The challenge here is speech-language patholgoists as a profession should be leading, guiding, teaching how in terms of language, communication, listening, social, literacy,and speech programming. So when I meet the ABA therapist who has no training in the aforementioned areas and they are teaching those things, I must ask the profession “Why and How did we allow this to happen?” “Where was the meeting that ok’d this, and where was I?”
We’ve given up our scope to so many other professions that our relevance has been diminished and I don’t see the advocacy for it.
While in graduate school, I learned about swallowing, the oral motor mechanism, and physiology. So why are occupational therapist the people parents and other professionals call on to do feeding and swallowing therapy? After all, please correct me, but OT’s do not have in their formal training the education of the anatomy and physiology of the waist up…and what’s their course in swallowing called?!?
Here is more evidence:
- Social Connectedness therapies (you know them….), have repackaged early childhood development, cognitive develoment theories. SLPs have given teaching social language development to a profession that does not know language.
- I see Occupational therapists programming communication devices…(what else is their to say about that one).
- ABA therapists teaching language and reading.
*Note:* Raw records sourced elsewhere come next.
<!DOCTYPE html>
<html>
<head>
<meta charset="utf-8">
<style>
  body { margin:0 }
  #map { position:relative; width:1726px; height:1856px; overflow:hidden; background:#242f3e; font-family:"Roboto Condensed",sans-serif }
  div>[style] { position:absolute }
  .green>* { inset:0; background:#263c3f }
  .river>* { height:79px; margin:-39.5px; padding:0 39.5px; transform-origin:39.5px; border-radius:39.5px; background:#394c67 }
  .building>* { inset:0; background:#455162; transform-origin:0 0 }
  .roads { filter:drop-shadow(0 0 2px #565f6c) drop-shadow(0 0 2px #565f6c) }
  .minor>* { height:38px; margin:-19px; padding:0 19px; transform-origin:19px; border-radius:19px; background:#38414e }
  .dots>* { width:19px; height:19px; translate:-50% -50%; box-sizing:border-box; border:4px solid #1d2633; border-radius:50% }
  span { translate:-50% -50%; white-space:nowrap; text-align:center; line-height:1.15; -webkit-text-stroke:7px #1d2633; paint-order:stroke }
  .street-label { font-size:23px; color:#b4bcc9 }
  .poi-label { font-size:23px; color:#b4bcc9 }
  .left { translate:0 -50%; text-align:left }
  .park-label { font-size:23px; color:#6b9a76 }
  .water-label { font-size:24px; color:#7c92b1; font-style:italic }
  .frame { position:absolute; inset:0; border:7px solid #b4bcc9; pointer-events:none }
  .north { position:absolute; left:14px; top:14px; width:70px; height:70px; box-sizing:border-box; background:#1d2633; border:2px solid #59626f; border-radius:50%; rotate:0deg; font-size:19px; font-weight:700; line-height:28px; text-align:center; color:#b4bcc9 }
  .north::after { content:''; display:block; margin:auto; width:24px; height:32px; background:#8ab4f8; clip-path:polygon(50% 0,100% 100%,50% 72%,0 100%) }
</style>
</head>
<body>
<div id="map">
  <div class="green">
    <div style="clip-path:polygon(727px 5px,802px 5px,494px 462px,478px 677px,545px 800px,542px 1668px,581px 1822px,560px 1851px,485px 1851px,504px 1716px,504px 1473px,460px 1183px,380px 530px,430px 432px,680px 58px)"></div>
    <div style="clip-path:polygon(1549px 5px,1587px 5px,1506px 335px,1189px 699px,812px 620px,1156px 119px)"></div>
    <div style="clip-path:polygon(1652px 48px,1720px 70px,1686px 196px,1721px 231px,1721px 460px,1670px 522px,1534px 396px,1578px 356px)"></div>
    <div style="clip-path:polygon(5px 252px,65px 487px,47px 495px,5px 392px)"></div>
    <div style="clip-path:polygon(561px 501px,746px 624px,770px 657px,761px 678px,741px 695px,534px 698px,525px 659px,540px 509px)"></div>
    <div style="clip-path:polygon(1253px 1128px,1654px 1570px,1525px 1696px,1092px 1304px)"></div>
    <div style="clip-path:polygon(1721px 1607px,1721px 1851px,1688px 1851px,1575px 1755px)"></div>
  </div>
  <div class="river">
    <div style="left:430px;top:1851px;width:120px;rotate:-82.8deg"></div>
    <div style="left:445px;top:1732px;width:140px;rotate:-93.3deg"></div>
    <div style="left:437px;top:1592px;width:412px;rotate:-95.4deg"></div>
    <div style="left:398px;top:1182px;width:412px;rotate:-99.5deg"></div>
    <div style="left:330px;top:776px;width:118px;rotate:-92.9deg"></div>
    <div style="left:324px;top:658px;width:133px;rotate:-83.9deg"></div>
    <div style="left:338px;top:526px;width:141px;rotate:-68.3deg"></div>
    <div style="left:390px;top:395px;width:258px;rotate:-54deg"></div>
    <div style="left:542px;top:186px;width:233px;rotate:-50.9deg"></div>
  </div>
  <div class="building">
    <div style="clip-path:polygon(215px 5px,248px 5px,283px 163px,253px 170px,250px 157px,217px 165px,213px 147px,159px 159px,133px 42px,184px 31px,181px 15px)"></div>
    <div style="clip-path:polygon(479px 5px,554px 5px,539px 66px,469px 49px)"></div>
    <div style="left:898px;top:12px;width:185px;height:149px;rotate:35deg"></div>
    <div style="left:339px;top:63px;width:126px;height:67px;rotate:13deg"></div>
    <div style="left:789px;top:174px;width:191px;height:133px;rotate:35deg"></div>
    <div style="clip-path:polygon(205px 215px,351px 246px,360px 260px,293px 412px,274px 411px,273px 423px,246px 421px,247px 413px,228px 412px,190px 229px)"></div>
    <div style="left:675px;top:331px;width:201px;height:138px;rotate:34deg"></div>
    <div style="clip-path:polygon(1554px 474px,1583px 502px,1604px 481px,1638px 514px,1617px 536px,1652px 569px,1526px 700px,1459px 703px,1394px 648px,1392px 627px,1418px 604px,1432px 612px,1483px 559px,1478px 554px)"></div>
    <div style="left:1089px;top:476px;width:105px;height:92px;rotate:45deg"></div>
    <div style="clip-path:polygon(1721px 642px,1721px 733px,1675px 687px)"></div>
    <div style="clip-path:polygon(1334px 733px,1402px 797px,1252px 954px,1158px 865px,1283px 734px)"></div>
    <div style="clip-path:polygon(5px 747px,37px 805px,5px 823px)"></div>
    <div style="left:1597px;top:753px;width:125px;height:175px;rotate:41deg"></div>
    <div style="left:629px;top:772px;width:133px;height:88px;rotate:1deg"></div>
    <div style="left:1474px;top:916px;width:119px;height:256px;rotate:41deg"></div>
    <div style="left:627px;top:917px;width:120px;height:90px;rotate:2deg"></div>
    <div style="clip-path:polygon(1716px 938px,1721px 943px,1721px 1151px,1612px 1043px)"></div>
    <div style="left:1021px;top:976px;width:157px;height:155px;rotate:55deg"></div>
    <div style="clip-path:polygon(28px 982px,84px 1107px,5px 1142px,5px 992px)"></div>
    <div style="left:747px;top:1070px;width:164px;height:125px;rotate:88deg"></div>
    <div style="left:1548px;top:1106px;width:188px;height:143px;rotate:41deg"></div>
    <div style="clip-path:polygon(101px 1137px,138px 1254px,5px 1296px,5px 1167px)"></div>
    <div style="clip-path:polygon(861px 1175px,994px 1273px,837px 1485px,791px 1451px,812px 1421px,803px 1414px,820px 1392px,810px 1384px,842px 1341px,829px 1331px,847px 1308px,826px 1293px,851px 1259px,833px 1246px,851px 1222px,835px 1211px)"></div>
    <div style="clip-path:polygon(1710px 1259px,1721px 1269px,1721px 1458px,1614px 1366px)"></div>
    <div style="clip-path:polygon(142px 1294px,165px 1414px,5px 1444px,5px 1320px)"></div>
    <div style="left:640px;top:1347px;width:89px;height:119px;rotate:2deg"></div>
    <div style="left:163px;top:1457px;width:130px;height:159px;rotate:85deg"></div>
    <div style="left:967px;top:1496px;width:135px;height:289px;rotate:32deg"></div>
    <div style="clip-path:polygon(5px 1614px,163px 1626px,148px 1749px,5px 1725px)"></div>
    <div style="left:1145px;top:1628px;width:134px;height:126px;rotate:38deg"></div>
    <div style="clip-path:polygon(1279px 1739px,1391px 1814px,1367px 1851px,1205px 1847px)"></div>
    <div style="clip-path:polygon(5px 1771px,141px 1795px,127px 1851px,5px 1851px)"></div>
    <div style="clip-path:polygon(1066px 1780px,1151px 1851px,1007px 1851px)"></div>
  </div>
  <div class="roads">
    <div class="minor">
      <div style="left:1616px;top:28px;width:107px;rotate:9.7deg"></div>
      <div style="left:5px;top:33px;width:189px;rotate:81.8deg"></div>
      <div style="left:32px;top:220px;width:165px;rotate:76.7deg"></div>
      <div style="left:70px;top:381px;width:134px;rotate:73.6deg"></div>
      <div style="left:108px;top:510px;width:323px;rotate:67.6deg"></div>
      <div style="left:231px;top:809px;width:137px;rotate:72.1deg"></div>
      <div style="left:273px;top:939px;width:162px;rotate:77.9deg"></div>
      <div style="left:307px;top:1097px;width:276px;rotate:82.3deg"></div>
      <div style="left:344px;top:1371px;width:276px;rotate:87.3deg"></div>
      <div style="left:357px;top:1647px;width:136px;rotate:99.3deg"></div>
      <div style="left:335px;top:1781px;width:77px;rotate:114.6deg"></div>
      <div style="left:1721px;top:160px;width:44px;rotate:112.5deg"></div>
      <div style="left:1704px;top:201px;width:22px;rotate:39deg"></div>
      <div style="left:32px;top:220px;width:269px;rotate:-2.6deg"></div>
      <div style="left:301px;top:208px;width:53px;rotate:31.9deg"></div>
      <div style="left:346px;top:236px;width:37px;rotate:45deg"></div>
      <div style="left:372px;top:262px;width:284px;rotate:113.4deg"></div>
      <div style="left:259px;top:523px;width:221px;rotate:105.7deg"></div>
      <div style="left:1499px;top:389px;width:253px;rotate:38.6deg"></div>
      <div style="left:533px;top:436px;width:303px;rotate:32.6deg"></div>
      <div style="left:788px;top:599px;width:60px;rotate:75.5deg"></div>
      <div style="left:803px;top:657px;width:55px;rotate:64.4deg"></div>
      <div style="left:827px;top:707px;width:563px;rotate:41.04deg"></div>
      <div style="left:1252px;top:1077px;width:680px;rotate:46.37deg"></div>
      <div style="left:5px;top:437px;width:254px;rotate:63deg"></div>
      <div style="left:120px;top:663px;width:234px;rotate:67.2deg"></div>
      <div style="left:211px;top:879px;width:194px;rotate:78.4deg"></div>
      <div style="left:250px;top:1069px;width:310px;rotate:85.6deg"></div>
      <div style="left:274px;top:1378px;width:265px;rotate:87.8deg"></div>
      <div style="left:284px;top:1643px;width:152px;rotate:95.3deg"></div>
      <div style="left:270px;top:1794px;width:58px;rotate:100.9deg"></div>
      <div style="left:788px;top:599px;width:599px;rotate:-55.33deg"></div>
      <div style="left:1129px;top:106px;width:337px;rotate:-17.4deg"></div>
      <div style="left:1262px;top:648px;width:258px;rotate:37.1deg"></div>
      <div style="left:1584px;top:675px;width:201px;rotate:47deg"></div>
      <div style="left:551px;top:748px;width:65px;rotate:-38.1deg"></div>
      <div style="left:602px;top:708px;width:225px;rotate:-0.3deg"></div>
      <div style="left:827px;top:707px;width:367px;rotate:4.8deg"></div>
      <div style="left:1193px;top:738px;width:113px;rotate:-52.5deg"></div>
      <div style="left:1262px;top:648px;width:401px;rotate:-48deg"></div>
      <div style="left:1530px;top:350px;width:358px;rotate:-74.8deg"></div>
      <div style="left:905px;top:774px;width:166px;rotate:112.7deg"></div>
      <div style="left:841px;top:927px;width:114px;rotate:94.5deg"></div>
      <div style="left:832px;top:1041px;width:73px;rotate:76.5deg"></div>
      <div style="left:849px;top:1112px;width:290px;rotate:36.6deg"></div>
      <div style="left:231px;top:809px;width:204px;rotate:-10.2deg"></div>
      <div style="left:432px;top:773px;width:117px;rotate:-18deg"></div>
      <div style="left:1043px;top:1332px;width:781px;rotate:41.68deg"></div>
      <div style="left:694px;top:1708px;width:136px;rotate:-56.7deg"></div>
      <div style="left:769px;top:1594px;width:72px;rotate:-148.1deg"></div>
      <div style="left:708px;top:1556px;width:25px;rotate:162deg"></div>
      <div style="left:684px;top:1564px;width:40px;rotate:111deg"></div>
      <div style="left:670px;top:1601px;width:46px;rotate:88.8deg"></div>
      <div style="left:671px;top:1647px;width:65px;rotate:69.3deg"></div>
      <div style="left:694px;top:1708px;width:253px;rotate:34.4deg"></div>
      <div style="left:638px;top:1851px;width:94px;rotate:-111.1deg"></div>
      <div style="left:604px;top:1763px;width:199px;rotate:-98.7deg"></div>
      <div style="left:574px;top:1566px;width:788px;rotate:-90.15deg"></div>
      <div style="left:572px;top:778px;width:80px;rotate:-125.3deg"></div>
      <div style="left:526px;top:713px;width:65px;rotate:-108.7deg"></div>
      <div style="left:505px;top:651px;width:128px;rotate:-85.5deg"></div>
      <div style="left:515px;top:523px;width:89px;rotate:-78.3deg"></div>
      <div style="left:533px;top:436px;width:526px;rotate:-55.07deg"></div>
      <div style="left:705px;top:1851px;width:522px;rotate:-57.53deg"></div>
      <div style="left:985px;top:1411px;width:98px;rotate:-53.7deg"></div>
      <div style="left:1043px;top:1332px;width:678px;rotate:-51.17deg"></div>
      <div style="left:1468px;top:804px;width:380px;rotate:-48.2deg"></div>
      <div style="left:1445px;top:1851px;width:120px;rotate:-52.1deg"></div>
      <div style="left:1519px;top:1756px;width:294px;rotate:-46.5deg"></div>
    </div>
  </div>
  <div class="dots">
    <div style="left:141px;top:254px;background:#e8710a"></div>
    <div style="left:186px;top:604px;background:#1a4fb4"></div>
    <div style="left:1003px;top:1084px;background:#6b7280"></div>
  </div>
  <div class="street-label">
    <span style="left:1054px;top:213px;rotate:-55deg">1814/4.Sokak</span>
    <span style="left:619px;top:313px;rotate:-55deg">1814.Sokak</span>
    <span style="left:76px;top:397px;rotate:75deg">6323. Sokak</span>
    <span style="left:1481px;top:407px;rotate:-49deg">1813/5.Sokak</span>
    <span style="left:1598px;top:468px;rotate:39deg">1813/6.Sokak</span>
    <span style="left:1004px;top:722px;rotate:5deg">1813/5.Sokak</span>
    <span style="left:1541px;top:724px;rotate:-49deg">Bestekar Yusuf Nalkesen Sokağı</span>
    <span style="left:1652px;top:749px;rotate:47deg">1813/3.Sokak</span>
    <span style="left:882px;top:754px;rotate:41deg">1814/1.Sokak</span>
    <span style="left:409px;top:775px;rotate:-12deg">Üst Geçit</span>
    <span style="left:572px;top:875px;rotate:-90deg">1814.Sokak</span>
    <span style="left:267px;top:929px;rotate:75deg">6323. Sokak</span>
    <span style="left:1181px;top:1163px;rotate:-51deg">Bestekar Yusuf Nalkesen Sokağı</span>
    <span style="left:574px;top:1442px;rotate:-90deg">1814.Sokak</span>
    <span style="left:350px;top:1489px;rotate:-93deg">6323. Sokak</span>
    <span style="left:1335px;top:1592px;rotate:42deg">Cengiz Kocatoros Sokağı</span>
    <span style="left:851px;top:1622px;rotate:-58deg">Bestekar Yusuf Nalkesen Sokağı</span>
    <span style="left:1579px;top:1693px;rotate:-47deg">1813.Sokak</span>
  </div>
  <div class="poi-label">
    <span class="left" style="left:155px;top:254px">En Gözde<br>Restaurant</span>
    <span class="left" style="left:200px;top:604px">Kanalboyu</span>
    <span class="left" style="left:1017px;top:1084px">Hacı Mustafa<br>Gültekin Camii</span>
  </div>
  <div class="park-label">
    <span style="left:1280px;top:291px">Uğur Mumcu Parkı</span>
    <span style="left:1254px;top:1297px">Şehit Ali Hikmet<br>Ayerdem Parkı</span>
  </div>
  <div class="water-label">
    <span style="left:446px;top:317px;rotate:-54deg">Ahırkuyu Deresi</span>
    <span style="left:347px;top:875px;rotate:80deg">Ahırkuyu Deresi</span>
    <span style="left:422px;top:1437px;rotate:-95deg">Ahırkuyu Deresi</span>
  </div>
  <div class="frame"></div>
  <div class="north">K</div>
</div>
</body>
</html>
- The advocacy and laws for insurance legislation for Autism, do not mention speech language pathologists, they mention ABA. If an SLP wanted to be part of this (i.e TriCare) and they do not have a BCBA or BCABA (bachelors level certificaton), they are identified as an ABA Tutor and work under the BCBA. Now there are a million things wrong with that picture! Where was our advocacy?!?
The relevance is taken away from us because we don’t have data or enough of it. We say things like “you can’t take data on social skills” We say things like” I dont’ have time for it on my caseload”. We whisper when we see the ABA therapist teaching language, but say aloud “I don’t know what to do with that child, he has way to many behaviors”. We sit at IEP meetings and are our reports are not exhaustive and the data reports no progress…as if it’s the child’s fault. SMH!
Here’s the thing…we took ourselves out of the game. While everyone was getting their hands dirty and learning more and more about what we do…we continued to work and conform to the stereotype of “primadonnas of the therapy world”.
Now while there are excellent speech language pathologist’s out there…there are some that are okay with giving up on our relevance.
I am definitely not okay with SLPs as a profession becoming less and less relevant because so many our doing what we have been educated to do. It”s time for “Better Speech and Hearing Month” to be a call to the profession to stand up and be counted!